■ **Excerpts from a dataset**

◇ ◇ ◇ ◇

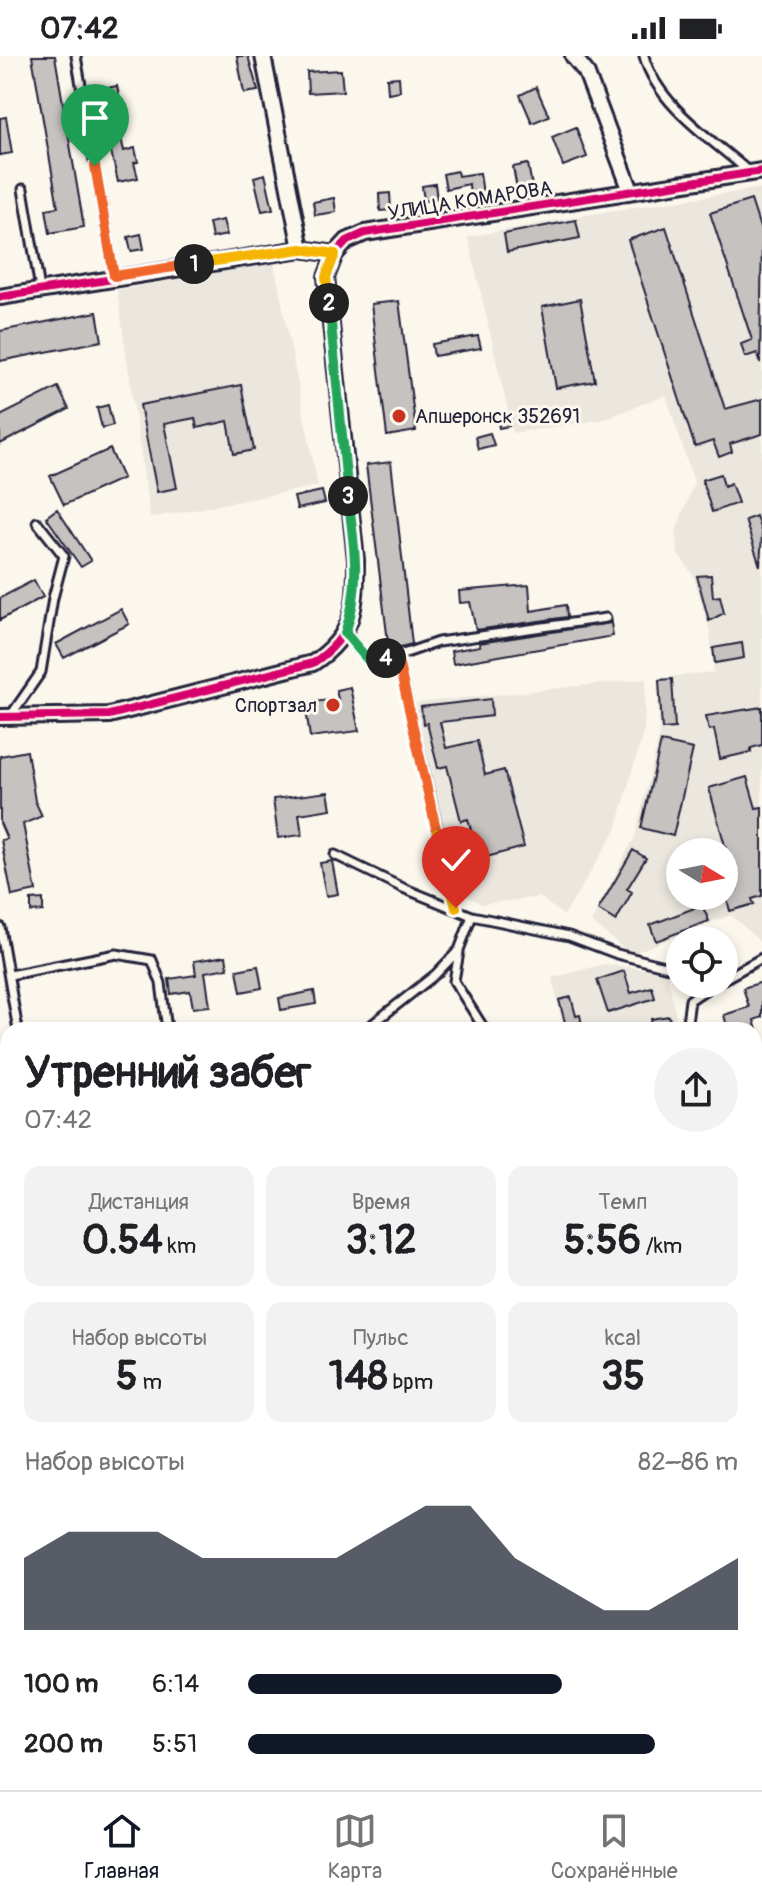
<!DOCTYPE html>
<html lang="ru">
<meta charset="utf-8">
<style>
body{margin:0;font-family:Pangolin,sans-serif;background:#f2f2f2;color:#202124;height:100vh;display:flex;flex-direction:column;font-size:30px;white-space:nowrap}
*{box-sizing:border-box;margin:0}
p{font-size:26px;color:#757577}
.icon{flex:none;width:44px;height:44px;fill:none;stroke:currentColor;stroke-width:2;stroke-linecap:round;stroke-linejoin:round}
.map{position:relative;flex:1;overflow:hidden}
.panel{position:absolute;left:0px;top:966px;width:762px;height:768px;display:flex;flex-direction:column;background:#fff;border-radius:24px 24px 0 0;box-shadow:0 4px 12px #0003}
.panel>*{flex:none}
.needle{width:52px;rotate:100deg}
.buttons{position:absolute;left:666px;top:782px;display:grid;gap:16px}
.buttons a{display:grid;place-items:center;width:72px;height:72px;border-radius:50%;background:#fff;box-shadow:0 4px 12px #0003;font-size:40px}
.pin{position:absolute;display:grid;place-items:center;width:68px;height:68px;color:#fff;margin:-82px -34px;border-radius:50% 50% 50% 0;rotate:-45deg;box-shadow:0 0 8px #0007}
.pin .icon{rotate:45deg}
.km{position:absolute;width:40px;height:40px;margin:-20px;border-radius:50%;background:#222;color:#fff;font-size:22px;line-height:40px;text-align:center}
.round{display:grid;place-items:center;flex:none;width:84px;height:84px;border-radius:42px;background:#f2f2f2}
.headline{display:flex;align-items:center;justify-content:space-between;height:136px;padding:0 24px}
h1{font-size:44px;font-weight:700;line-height:60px}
.stats{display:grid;grid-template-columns:repeat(3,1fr);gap:12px;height:136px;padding:8px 24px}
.stats div{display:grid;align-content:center;border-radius:16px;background:#f2f2f2;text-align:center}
.stats b{font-size:40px;font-weight:700}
.stats small{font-size:22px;font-weight:400}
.stats p{font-size:22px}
.chart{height:224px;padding:16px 24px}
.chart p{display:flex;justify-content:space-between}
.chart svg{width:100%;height:144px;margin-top:8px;fill:#111827;opacity:.7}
ul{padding:0 24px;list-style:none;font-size:26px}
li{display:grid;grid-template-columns:128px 96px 1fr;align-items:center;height:60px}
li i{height:20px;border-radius:10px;background:#111827}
.status{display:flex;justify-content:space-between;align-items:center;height:56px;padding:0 40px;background:#fff;direction:ltr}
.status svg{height:22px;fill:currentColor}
.menu{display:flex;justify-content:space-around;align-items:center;height:112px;border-top:2px solid #e0e0e0;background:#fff;font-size:22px;color:#757577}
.menu a{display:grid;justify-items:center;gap:4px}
.menu .selected{color:#111827}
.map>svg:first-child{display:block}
.built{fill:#ebe7df;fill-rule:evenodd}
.water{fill:#b1aeb0;stroke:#787681;stroke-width:2}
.building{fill:#c6c2c0;stroke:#22223b;stroke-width:2}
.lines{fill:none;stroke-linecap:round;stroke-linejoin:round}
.lane-casing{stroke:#22223b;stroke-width:13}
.street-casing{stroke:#22223b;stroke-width:20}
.lane{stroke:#fbf7ec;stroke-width:7}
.street{stroke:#fbf7ec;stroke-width:14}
.cycleway-casing{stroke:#fbf7ec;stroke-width:13}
.cycleway{stroke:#d6006c;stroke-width:8}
.split-1-casing{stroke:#fff;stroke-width:16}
.split-2-casing{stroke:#fff;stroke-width:16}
.split-3-casing{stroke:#fff;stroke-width:16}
.split-4-casing{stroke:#fff;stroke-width:16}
.split-5-casing{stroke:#fff;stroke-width:16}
.split-6-casing{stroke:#fff;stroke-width:16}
.split-1{stroke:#f0652b;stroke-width:10}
.split-2{stroke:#f5b400;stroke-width:10}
.split-3{stroke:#22a559;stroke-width:10}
.split-4{stroke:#22a559;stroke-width:10}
.split-5{stroke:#f0652b;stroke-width:10}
.split-6{stroke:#f5b400;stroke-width:10}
.poi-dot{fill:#c8321e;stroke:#fbf7ec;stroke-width:3}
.labels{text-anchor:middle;stroke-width:6;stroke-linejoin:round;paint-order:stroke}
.street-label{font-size:20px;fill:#22223b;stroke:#fbf7ec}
.poi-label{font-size:20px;fill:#22223b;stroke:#fbf7ec;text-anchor:start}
</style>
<div class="status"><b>07:42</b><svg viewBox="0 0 49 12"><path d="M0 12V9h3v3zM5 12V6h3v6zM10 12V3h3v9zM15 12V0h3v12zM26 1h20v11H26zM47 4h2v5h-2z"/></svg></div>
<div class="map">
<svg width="762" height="1734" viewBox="0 0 762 1734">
<rect width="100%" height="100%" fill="#fbf7ec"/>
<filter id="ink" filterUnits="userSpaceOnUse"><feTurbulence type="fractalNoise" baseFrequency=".0125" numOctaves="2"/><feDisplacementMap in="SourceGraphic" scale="16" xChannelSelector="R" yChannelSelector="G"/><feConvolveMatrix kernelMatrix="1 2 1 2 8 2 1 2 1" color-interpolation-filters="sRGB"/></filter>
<g filter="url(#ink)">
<path class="built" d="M762,132V888L731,859L631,898L591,866L635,780L659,681L658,622L714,616L710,575L693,519L678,498L676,475L694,426L666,339L601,364L513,377L468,181L608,155ZM680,796H724V840H680Z
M274,207L318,430L150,462L117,234Z
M646,623L644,673L616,774L564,860L540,841L482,848L463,838L450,821L415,647Z
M604,908L667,916L679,974H564L552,922Z"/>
<path class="water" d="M762,1509V1734H622L630,1726H754V1523Z"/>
<path class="building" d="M32,0H55L84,171L50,177L46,153L58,151Z
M237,0H248L258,35L244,37Z
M341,14L343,35L308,37L307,16Z
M399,21L400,35L388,37L387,22Z
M117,30L121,50L114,51L124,95L135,92L138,106L134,107L138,122L118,126L97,34Z
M536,31L549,60L532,67L520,39Z
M6,61L12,97L0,99V62Z
M576,71L587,101L563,110L552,81Z
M528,108L532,130L517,133L513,111Z
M457,115L458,120L480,117L483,138L470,140L469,128L446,133L443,118Z
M265,118L273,153L262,155L254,121Z
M435,128L437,143L424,145L422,130Z
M390,137L391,154L380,155L379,138Z
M334,142L336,156L315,159L313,146Z
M751,144L762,178L760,307L757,297L745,301L741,288L752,284L710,157Z
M223,164L227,179L212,182L209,167Z
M576,164L580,182L507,196L504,178Z
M666,171L725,353L762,343V378L730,388L732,396L719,401L713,385L695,391L628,184Z
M141,178L144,193L131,195L128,181Z
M580,243L595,325L556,332L542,251Z
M399,245L416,375L387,380L371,248Z
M97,256L102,285L0,305V275Z
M478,280L481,292L434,300L432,288Z
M241,329L254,394L234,398L228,365L197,372L195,362L164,368L177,432L157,436L140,349Z
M58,331L69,353L0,388V360Z
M108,349L113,369L102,372L97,352Z
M506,356L509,370L499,372L497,359Z
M490,377L494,389L478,393L475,381Z
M110,393L123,422L64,449L50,420Z
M391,406L412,588L389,594L366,409Z
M721,418L724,430L731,427L738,447L712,456L702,424Z
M322,435L325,447L297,453L294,441Z
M57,453L91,505L81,511L46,461Z
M756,460L762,478L760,510L745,464Z
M711,519L713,541L720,540L724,557L709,565L697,520Z
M34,524L43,541L0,564V542Z
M529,529L531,555L566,549L567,561L476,574L470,546L460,547L459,535Z
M121,553L129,568L64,602L56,588Z
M611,567L613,580L453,608L451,595L480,590L479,587Z
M742,587L744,602L715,607L713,592Z
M672,623L675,672L662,673L659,624Z
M350,631L359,675L310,681L305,647L338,643L336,634Z
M491,643L492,660L440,666L446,692L477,685L485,719L504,714L524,791L479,803L468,763L461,765L447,710L438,712L427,667L423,668L421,651Z
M762,651V689L751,692V696L720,703L714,673L709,674L706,660Z
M661,686L693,693L673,780L641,772Z
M27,695L35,745L42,760L23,768L36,835L12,840L1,784L7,783L0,767V700Z
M747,721L756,752L762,751V840L752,843L754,848L730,855L725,836L737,833L709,732Z
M328,736L331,753L299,758L302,779L278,782L273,743Z
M633,794L646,802L627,833L632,836L616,865L598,854Z
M332,805L338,838L326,840L320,807Z
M43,843V855L31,856V844Z
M702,849L709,865L656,885L650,869Z
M226,900L228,912L205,916L210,950L193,952L190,935L171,938L169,923L196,919L194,905Z
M258,910L262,932L241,936L237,914Z
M624,915L631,937L652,931L655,942L608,957L597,924Z
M762,926V961L754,964L757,974H728L724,959L749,951L743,932Z
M314,935L316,948L281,954L279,942Z
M571,941L576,960L580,959L583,974H567L559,944Z
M669,960L672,974H653L651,963Z"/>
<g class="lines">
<g class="lane-casing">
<path id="lane" d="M76,0L114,220
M644,0C657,49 713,84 749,116
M23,133L40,233
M345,577L369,605L397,600L456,852
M397,600L438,586L606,562
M9,662L41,616L53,542L64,500L37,466
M335,799L403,832L472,860L569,880L617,898L680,914
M0,871L18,974
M459,896L454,925L485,974
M10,919L116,898L152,904L161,927L167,974
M724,923L762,902
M365,974L436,918L459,894L472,860
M686,974L690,944L714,928
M754,1219L762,1216
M754,1278L762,1301
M754,1426L762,1409"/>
</g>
<g class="street-casing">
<path id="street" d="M263,0L301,193
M573,0L586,16L631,135
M0,241L301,193L335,198L347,185L365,177L762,115
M0,661L109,659L313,607C355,579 356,551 356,504L326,221L335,198"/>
</g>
<use href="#lane" class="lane"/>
<use href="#street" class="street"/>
<g class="cycleway-casing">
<path id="cycleway" d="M0,241L301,193L335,198L347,185L365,177L762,115
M0,661L109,659L313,607C355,579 356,551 356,504L326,221L335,198"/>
</g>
<use href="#cycleway" class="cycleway"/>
</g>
</g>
<g class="lines" filter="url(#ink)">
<g class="split-1-casing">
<path id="split-1" d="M95,110L114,220L194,208"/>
</g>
<g class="split-2-casing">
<path id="split-2" d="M194,208L301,193L335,198L326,221L329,247"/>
</g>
<g class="split-3-casing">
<path id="split-3" d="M329,247L348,440"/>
</g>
<g class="split-4-casing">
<path id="split-4" d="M348,440C354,489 362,529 345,577L369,605L386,602"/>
</g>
<g class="split-5-casing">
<path id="split-5" d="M386,602L397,600L437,777"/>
</g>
<g class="split-6-casing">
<path id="split-6" d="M437,777L456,852"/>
</g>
<use href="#split-1" class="split-1"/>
<use href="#split-2" class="split-2"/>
<use href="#split-3" class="split-3"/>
<use href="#split-4" class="split-4"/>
<use href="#split-5" class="split-5"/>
<use href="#split-6" class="split-6"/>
</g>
<g class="poi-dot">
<circle cx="399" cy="360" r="8"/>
<circle cx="333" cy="649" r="8"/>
</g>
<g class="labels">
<g class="street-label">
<text transform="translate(470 144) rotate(-9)" y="7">УЛИЦА КОМАРОВА</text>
</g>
<g class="poi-label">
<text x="415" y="367">Апшеронск 352691</text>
<text x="317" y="656" text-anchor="end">Спортзал</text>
</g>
</g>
</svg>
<div class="buttons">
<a><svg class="needle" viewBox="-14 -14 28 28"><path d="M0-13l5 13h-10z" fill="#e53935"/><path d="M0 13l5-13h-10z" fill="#757577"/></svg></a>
<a><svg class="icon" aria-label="locate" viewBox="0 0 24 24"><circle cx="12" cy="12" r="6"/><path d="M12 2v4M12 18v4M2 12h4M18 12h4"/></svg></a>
</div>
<div class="pin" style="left:95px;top:110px;background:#1e9e55"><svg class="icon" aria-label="arrive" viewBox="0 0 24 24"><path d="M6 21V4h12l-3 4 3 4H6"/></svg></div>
<div class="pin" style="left:456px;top:852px;background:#d93025"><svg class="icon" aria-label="check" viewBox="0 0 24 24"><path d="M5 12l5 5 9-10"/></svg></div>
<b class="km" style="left:194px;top:208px">1</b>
<b class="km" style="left:329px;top:247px">2</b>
<b class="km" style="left:348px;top:440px">3</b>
<b class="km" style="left:386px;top:602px">4</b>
<section class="panel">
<div class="headline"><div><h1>Утренний забег</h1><p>07:42</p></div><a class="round"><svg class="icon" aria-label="share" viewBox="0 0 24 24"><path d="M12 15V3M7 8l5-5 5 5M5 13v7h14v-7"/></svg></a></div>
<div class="stats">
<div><p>Дистанция</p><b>0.54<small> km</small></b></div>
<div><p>Время</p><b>3:12</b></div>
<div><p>Темп</p><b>5:56<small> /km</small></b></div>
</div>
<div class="stats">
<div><p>Набор высоты</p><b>5<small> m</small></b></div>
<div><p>Пульс</p><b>148<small> bpm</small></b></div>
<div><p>kcal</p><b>35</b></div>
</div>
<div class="chart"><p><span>Набор высоты</span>82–86 m</p>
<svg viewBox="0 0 160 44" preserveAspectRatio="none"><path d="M0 44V22L10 14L20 14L30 14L40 22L50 22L60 22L70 22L80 14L90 6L100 6L110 22L120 30L130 38L140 38L150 30L160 22V44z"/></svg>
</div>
<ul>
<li><b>100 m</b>6:14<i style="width:64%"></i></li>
<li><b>200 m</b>5:51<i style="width:83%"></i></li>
</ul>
</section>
</div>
<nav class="menu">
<a class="selected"><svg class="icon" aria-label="home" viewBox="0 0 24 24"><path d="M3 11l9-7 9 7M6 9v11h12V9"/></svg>Главная</a>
<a><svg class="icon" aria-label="map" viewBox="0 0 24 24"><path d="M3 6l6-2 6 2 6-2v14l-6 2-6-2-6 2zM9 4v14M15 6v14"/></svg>Карта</a>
<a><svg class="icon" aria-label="saved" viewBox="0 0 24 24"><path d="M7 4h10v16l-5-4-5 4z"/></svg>Сохранённые</a>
</nav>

◇ ◇ ◇ ◇

■ **EXERCISE AIM**
Report only the number of lines above that contain "Набор".

■ **ANSWER BOX**
2